__Task to complete__: Return the entries below in full. Keep every word as it is.

== == ==

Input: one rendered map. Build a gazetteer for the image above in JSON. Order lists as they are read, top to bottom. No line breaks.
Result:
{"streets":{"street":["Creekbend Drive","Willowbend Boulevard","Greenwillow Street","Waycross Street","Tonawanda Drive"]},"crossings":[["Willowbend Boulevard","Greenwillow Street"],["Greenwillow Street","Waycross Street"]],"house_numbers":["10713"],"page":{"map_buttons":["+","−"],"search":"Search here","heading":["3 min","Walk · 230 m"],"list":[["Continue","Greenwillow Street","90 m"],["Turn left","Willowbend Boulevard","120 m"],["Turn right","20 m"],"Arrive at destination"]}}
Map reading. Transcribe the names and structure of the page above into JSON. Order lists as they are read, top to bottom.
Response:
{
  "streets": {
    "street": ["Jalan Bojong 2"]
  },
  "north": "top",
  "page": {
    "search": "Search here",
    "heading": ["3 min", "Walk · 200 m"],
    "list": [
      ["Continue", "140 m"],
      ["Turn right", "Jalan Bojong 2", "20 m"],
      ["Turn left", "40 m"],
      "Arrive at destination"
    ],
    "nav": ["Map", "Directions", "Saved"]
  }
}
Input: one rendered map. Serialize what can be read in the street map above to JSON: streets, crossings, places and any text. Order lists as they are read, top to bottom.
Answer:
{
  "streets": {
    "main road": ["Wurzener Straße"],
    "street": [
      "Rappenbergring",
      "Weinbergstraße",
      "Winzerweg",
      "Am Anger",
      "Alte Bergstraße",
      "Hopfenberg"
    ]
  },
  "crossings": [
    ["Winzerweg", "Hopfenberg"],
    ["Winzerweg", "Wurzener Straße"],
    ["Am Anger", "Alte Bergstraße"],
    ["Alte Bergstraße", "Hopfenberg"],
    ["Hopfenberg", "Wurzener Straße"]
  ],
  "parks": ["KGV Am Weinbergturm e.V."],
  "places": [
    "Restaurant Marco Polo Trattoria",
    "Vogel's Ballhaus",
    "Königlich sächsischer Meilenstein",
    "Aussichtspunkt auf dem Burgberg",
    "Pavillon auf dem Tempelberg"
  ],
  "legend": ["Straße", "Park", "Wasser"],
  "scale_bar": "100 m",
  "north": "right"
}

== == ==

__Result of the task__:
Input: one rendered map. Build a gazetteer for the image above in JSON. Order lists as they are read, top to bottom. No line breaks.
Result:
{"streets":{"street":["Creekbend Drive","Willowbend Boulevard","Greenwillow Street","Waycross Street","Tonawanda Drive"]},"crossings":[["Willowbend Boulevard","Greenwillow Street"],["Greenwillow Street","Waycross Street"]],"house_numbers":["10713"],"page":{"map_buttons":["+","−"],"search":"Search here","heading":["3 min","Walk · 230 m"],"list":[["Continue","Greenwillow Street","90 m"],["Turn left","Willowbend Boulevard","120 m"],["Turn right","20 m"],"Arrive at destination"]}}
Map reading. Transcribe the names and structure of the page above into JSON. Order lists as they are read, top to bottom.
Response:
{
  "streets": {
    "street": ["Jalan Bojong 2"]
  },
  "north": "top",
  "page": {
    "search": "Search here",
    "heading": ["3 min", "Walk · 200 m"],
    "list": [
      ["Continue", "140 m"],
      ["Turn right", "Jalan Bojong 2", "20 m"],
      ["Turn left", "40 m"],
      "Arrive at destination"
    ],
    "nav": ["Map", "Directions", "Saved"]
  }
}
Input: one rendered map. Serialize what can be read in the street map above to JSON: streets, crossings, places and any text. Order lists as they are read, top to bottom.
Answer:
{
  "streets": {
    "main road": ["Wurzener Straße"],
    "street": [
      "Rappenbergring",
      "Weinbergstraße",
      "Winzerweg",
      "Am Anger",
      "Alte Bergstraße",
      "Hopfenberg"
    ]
  },
  "crossings": [
    ["Winzerweg", "Hopfenberg"],
    ["Winzerweg", "Wurzener Straße"],
    ["Am Anger", "Alte Bergstraße"],
    ["Alte Bergstraße", "Hopfenberg"],
    ["Hopfenberg", "Wurzener Straße"]
  ],
  "parks": ["KGV Am Weinbergturm e.V."],
  "places": [
    "Restaurant Marco Polo Trattoria",
    "Vogel's Ballhaus",
    "Königlich sächsischer Meilenstein",
    "Aussichtspunkt auf dem Burgberg",
    "Pavillon auf dem Tempelberg"
  ],
  "legend": ["Straße", "Park", "Wasser"],
  "scale_bar": "100 m",
  "north": "right"
}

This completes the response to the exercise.